Task statement -
Set down, please, exactly the lines below that run from the line with "fillPath(shadow, '#0003');" to the line with "stroke(jam, '#b3261e', 16);", both lines included.

Supplied records -

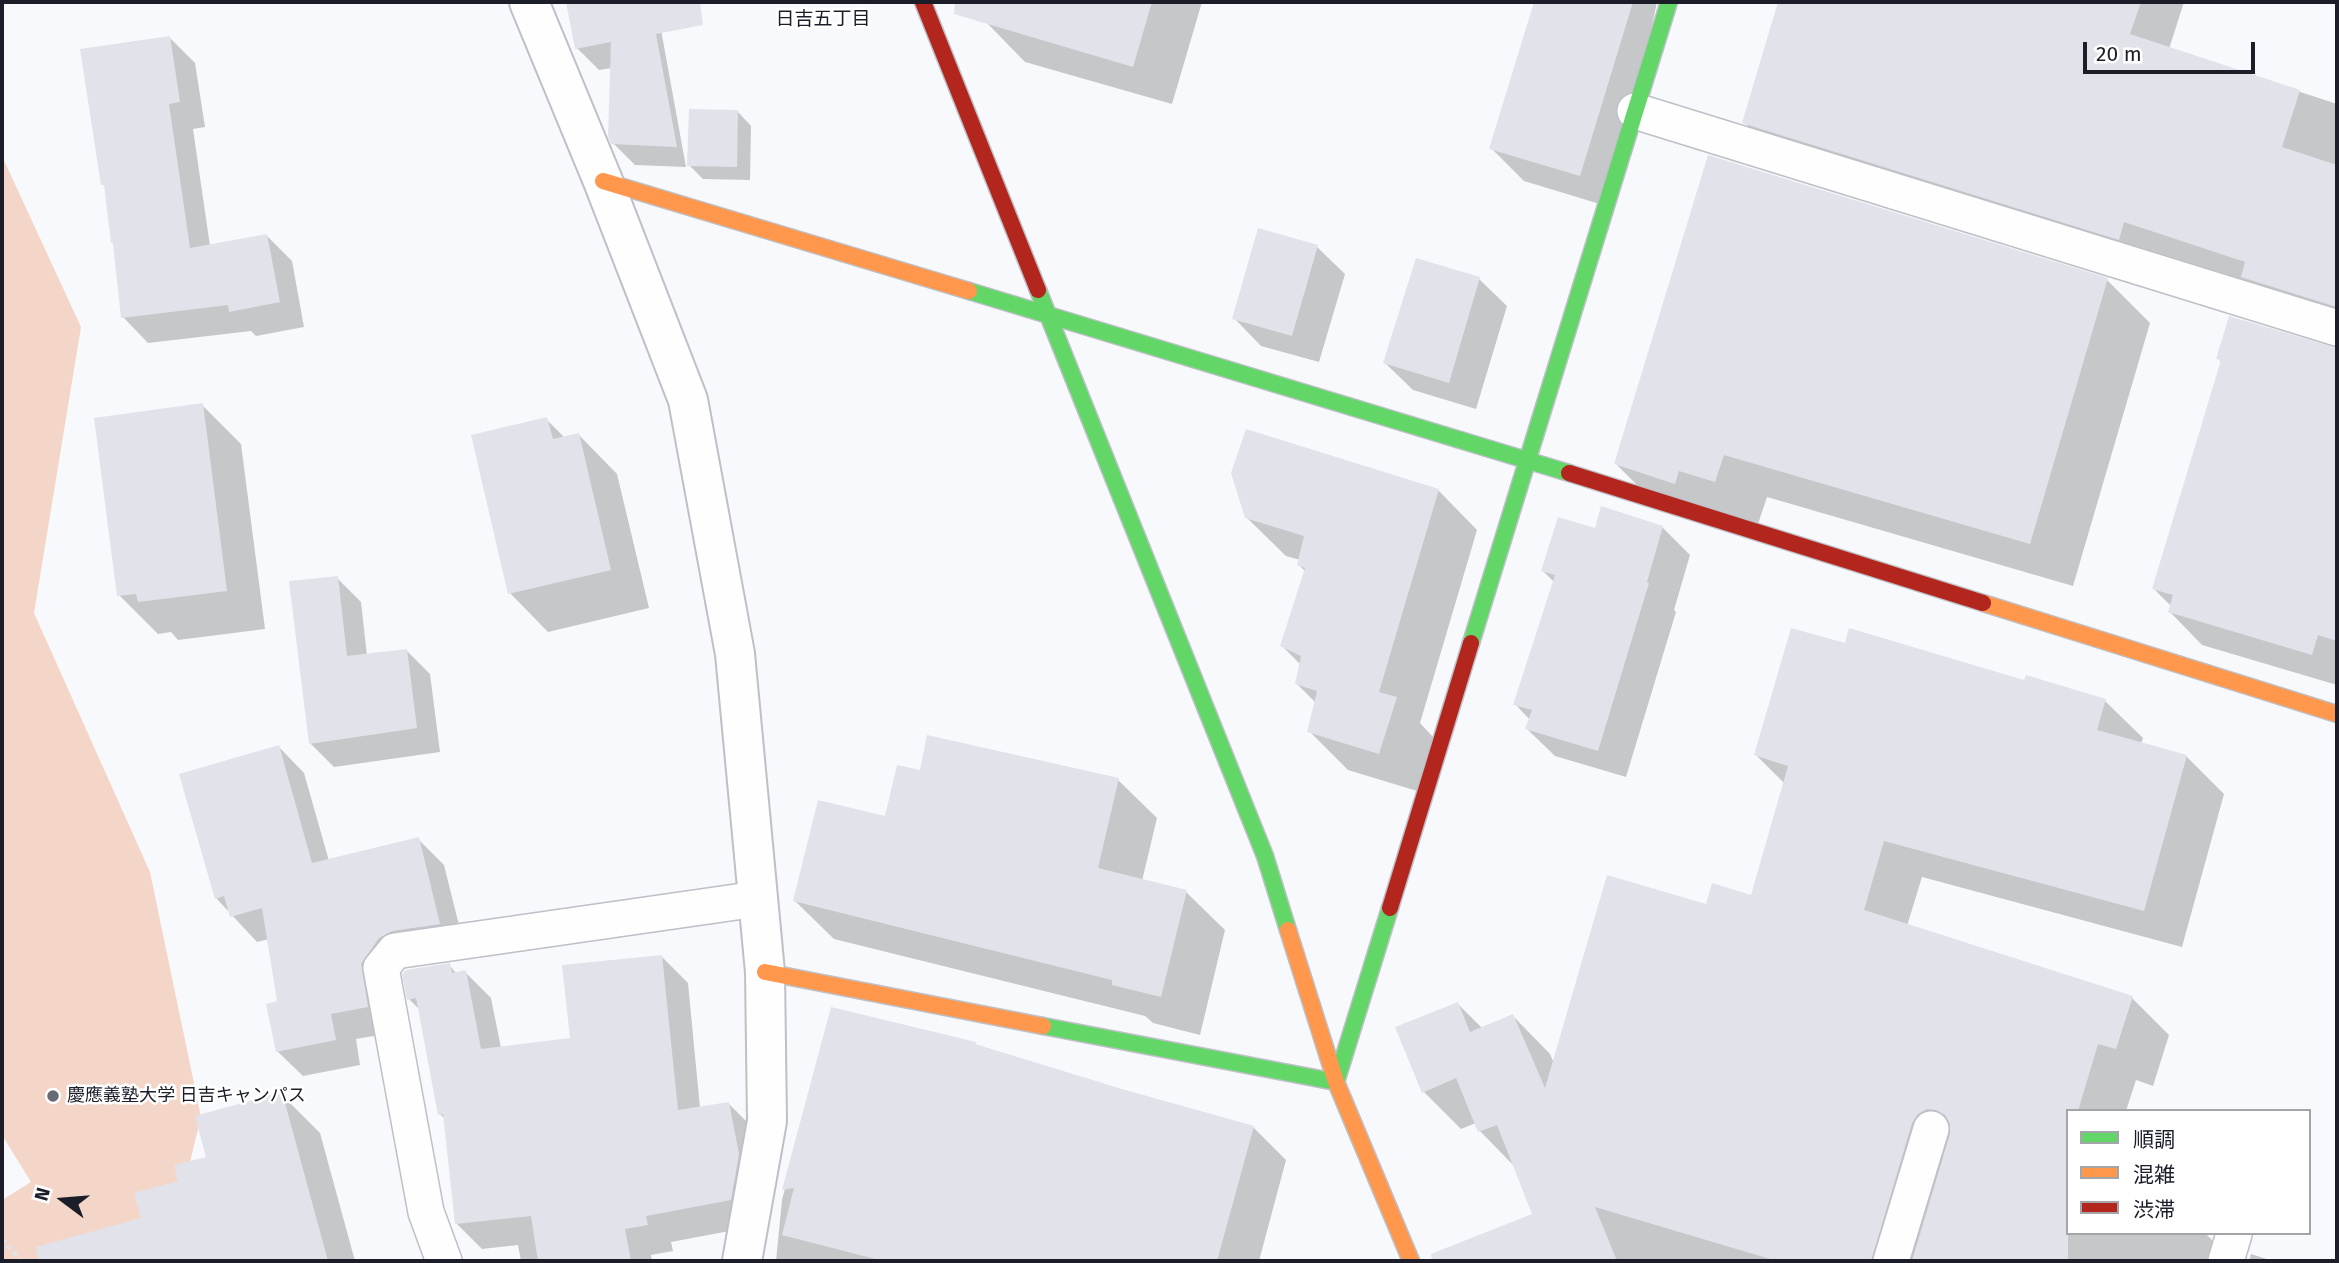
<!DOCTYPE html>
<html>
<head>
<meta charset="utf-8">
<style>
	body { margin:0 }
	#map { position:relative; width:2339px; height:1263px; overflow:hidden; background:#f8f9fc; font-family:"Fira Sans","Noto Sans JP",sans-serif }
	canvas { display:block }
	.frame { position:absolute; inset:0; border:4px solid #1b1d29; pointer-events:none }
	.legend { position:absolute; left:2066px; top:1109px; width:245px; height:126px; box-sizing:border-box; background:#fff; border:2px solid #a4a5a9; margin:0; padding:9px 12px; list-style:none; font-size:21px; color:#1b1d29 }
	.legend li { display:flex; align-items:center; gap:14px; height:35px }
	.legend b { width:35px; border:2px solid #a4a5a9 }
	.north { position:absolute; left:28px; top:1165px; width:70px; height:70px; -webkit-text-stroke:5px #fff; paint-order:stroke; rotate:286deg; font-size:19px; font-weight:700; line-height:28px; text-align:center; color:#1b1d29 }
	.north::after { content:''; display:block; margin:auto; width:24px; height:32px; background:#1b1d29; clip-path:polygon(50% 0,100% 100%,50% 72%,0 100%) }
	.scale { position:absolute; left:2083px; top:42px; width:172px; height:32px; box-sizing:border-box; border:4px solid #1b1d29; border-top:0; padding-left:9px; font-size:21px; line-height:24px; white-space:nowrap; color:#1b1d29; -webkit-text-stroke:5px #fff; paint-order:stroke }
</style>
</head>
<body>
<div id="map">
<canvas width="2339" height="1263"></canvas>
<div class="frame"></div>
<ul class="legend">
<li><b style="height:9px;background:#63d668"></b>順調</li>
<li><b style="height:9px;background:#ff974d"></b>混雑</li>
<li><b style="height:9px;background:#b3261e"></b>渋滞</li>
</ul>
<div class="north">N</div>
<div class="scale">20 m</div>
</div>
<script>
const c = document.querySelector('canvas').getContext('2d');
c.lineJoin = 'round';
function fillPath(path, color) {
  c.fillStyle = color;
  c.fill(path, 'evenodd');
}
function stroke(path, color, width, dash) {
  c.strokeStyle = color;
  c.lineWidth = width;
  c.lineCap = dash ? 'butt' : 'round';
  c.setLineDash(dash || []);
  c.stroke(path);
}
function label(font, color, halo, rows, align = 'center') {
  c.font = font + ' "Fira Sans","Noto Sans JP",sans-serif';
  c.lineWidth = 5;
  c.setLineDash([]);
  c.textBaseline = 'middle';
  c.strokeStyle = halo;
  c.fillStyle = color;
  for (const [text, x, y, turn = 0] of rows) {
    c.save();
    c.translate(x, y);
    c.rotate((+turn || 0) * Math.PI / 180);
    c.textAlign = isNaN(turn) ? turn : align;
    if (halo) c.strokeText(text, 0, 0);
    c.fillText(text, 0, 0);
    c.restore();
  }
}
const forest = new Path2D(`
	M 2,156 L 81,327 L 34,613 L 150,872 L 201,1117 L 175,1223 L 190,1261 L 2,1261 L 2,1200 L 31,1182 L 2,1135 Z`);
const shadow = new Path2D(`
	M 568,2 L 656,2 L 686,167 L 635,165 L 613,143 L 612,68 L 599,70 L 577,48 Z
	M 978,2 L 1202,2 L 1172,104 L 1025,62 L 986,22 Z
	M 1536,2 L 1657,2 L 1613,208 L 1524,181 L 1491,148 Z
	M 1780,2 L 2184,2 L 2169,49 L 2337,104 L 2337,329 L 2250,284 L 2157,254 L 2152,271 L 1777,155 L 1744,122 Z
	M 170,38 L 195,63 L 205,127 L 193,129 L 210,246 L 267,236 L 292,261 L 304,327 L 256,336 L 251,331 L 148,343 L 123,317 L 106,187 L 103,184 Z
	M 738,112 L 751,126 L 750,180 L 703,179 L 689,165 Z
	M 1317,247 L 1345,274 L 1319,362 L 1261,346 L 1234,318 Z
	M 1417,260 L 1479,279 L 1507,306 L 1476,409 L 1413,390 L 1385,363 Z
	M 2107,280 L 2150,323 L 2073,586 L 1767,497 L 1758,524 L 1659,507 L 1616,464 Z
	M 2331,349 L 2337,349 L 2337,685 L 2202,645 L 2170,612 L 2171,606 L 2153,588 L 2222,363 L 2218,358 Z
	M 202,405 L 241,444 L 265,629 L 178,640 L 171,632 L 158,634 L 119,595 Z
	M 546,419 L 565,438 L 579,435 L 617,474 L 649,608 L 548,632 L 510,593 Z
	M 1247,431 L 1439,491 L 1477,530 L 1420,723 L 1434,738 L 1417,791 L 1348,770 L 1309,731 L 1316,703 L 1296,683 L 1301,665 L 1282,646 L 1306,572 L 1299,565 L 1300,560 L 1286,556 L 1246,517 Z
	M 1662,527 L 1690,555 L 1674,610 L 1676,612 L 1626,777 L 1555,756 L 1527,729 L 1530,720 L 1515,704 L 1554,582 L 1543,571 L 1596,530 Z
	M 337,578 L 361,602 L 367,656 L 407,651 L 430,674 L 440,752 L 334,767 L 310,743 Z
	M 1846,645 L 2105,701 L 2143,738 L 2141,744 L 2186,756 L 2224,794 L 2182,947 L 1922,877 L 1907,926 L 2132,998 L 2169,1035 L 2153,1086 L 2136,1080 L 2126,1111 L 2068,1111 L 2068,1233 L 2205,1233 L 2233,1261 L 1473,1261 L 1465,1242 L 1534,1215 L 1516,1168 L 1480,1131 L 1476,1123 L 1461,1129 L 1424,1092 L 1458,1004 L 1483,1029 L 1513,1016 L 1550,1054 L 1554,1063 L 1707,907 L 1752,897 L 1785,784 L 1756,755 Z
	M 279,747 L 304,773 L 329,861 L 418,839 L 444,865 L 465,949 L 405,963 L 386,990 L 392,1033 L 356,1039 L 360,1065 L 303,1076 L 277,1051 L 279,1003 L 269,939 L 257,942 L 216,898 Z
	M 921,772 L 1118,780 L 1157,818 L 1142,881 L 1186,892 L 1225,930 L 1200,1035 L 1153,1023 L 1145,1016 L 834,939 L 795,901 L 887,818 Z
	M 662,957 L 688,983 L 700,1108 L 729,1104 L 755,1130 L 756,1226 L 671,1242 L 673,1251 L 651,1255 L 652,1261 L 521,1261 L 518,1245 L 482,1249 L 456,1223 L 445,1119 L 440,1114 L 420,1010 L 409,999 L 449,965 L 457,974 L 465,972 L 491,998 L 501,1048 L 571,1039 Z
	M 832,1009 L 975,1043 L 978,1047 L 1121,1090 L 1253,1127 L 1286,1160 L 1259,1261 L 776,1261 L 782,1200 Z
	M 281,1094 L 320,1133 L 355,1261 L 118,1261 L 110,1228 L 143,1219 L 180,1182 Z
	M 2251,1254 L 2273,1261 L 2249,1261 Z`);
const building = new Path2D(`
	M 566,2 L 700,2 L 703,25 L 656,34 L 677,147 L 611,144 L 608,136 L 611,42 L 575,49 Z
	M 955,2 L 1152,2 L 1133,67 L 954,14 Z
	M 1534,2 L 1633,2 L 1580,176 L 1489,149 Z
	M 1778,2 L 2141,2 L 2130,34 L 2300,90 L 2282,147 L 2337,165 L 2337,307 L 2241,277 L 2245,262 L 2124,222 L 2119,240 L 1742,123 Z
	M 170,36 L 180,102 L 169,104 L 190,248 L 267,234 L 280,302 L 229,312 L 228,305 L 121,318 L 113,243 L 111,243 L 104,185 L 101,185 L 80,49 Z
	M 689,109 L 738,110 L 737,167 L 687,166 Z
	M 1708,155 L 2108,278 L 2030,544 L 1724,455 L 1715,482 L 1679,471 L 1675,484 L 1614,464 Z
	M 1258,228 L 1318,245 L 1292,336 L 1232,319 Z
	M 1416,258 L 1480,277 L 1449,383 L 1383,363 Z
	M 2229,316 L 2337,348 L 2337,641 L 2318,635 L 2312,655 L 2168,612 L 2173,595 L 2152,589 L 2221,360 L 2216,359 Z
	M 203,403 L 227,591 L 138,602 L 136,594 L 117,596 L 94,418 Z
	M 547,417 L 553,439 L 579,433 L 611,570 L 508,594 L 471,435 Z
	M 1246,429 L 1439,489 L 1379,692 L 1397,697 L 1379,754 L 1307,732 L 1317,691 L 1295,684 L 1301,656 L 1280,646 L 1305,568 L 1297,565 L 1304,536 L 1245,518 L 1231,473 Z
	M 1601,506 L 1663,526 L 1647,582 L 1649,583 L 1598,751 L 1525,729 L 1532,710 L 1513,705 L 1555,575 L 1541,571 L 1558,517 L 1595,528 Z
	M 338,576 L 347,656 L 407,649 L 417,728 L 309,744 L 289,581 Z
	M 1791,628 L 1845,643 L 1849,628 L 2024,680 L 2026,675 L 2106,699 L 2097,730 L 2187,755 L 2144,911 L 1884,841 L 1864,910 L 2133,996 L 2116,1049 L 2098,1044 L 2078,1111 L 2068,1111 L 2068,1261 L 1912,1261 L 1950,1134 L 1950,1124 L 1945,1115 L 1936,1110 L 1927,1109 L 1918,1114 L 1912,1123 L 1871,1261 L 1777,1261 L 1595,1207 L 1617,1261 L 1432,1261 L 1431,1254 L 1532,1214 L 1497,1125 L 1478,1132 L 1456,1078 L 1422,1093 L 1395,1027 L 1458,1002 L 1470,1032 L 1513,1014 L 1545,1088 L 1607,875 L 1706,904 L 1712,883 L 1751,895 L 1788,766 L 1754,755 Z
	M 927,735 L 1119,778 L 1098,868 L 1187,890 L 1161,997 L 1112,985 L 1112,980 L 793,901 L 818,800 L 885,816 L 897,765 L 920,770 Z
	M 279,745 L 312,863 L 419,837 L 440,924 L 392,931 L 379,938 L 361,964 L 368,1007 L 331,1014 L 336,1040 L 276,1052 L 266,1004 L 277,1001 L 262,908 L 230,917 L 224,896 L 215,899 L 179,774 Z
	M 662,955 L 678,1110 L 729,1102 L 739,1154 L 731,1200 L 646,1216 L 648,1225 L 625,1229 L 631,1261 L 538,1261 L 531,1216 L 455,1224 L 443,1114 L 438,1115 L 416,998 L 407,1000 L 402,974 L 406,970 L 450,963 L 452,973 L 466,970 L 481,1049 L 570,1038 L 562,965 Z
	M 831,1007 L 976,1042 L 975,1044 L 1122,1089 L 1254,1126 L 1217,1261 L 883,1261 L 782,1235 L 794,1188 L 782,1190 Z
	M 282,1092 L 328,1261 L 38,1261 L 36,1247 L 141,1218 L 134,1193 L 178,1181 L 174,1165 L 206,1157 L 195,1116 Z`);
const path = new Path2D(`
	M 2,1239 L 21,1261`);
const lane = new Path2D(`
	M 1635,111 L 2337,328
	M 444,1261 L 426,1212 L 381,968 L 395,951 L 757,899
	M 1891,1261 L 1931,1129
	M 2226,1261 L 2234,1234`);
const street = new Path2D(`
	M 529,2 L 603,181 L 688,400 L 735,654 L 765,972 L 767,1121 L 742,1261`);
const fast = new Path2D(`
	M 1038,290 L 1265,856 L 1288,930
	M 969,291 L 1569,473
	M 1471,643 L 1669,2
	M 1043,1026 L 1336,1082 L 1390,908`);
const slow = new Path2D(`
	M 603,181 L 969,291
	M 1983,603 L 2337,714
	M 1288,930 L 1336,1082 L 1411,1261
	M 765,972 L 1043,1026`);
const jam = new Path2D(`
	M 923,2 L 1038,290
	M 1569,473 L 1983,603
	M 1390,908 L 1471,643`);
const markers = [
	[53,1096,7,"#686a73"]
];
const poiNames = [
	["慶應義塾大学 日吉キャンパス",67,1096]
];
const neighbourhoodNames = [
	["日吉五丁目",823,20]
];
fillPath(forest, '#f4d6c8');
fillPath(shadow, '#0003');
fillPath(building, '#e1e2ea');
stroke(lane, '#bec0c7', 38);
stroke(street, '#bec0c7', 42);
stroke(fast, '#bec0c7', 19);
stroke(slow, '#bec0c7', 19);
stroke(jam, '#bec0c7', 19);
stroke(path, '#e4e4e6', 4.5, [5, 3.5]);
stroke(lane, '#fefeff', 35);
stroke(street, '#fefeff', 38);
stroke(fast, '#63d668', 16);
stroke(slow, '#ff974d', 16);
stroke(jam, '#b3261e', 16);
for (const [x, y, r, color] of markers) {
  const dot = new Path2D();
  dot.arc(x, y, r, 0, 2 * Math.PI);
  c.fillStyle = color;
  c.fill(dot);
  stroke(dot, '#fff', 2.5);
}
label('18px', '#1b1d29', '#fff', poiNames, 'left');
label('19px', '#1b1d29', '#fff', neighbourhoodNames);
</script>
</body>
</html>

Result -
fillPath(shadow, '#0003');
fillPath(building, '#e1e2ea');
stroke(lane, '#bec0c7', 38);
stroke(street, '#bec0c7', 42);
stroke(fast, '#bec0c7', 19);
stroke(slow, '#bec0c7', 19);
stroke(jam, '#bec0c7', 19);
stroke(path, '#e4e4e6', 4.5, [5, 3.5]);
stroke(lane, '#fefeff', 35);
stroke(street, '#fefeff', 38);
stroke(fast, '#63d668', 16);
stroke(slow, '#ff974d', 16);
stroke(jam, '#b3261e', 16);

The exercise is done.